本人が「ルルが私にピッタリだから、歌ってみたい」と言っているようですが、これなら下着でも超ミニでもOkですネ。

投稿: keyaki | 2006/01/12 23:37


親切な方のご好意でこのビデオを見ることが出来ました。その直後の今日、ROHの伝統的舞台を見に行きましたが、演出としてはこういう思い切った解釈もありかな、と私は許容派です。とても新鮮だし、演出家はよく考えているなと思いました。
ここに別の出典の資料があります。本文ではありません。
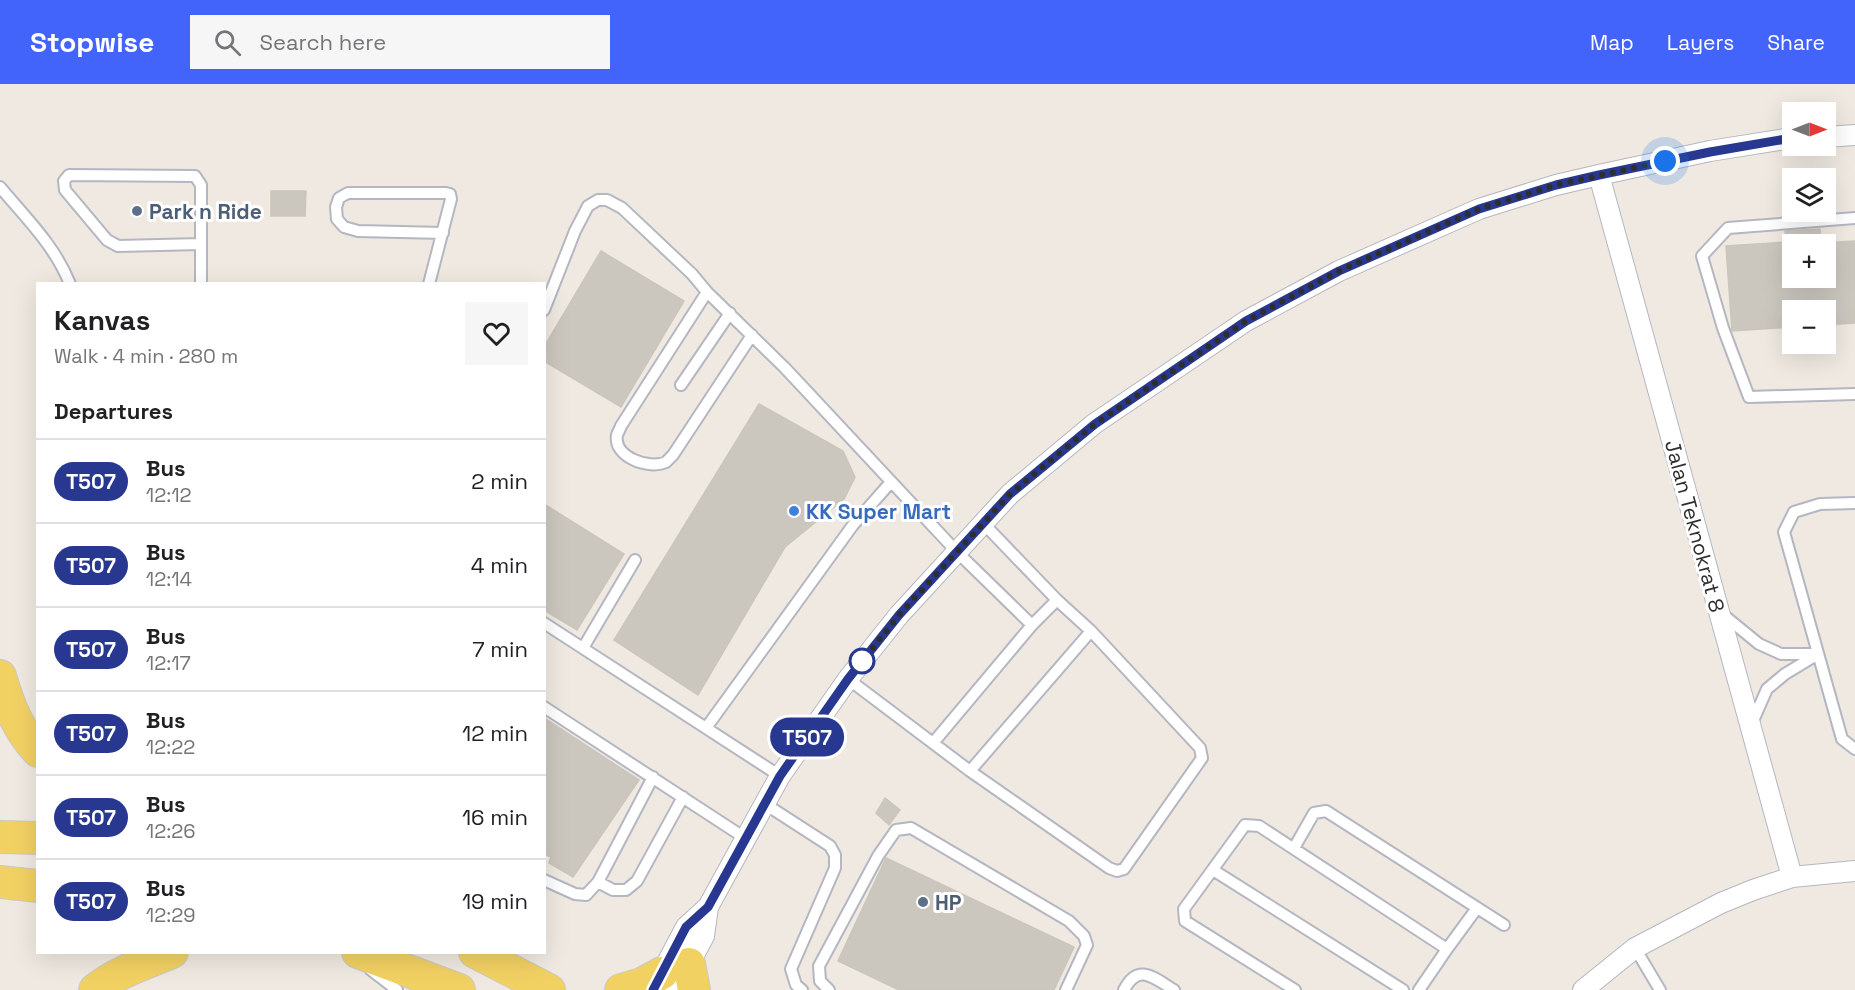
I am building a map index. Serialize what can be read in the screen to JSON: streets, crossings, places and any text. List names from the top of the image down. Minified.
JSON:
{"streets":{"street":["Jalan Teknokrat 8"]},"places":["Park n Ride","KK Super Mart","HP"],"lines":["bus line T507"],"north":"right","page":{"header":"Stopwise","search":"Search here","nav":["Map","Layers","Share"],"on_map":"T507","map_buttons":["+","−"],"heading":[["Kanvas","Walk · 4 min · 280 m"],"Departures"],"list":[{"mark":"T507","name":"Bus","note":"12:12","value":"2 min"},{"mark":"T507","name":"Bus","note":"12:14","value":"4 min"},{"mark":"T507","name":"Bus","note":"12:17","value":"7 min"},{"mark":"T507","name":"Bus","note":"12:22","value":"12 min"},{"mark":"T507","name":"Bus","note":"12:26","value":"16 min"},{"mark":"T507","name":"Bus","note":"12:29","value":"19 min"}]}}
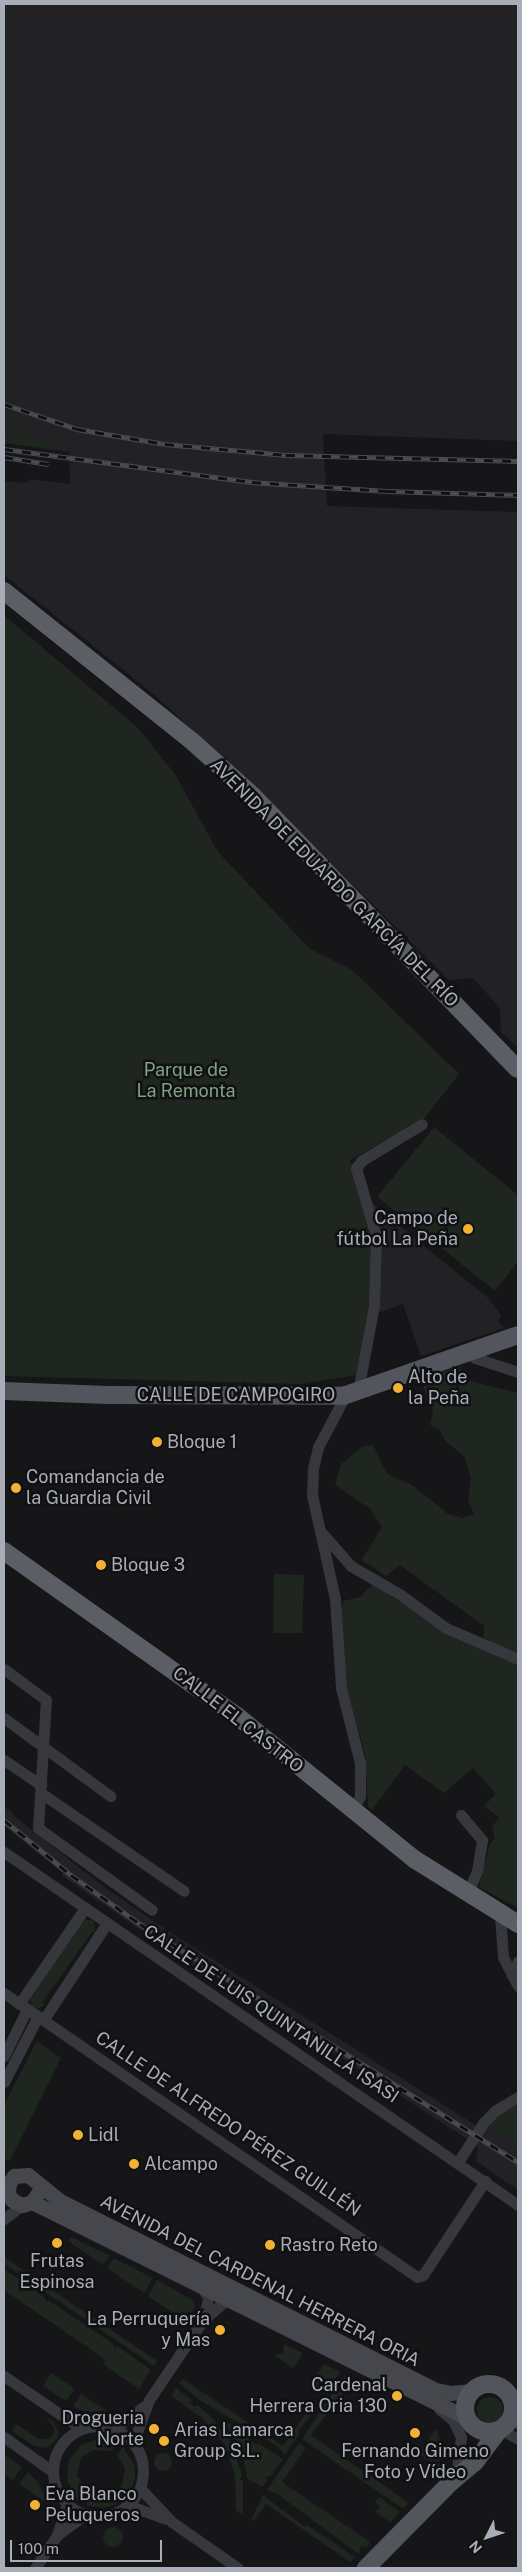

その筋を通すためか一部歌詞を変えているところがあるのに気付きましたが、器楽曲で演奏家が様々な解釈を表現するのと同じことかと思っています。ネトレプコのメーキャップはちょっと不満ですが、それも演出家の計算の中としておきましょう。歌手ではハンプソンが不満で、これは昨年8月にラジオで聴いたときからそう思っていましたが、彼はこの役には声が軽すぎて向いていませんね。仮面舞踏会で聴いたレナートがあまりにもすごかったので余計にそう思います。

投稿: dognorah | 2006/01/14 09:35


dognorahさん、どうもです。

ハンプソンの声の軽さはどうにもしょうがないですかね。実は、次のレヴューはそのハンプソンがワーグナー作品に出ているやつなんですが、非常に困っています(笑)。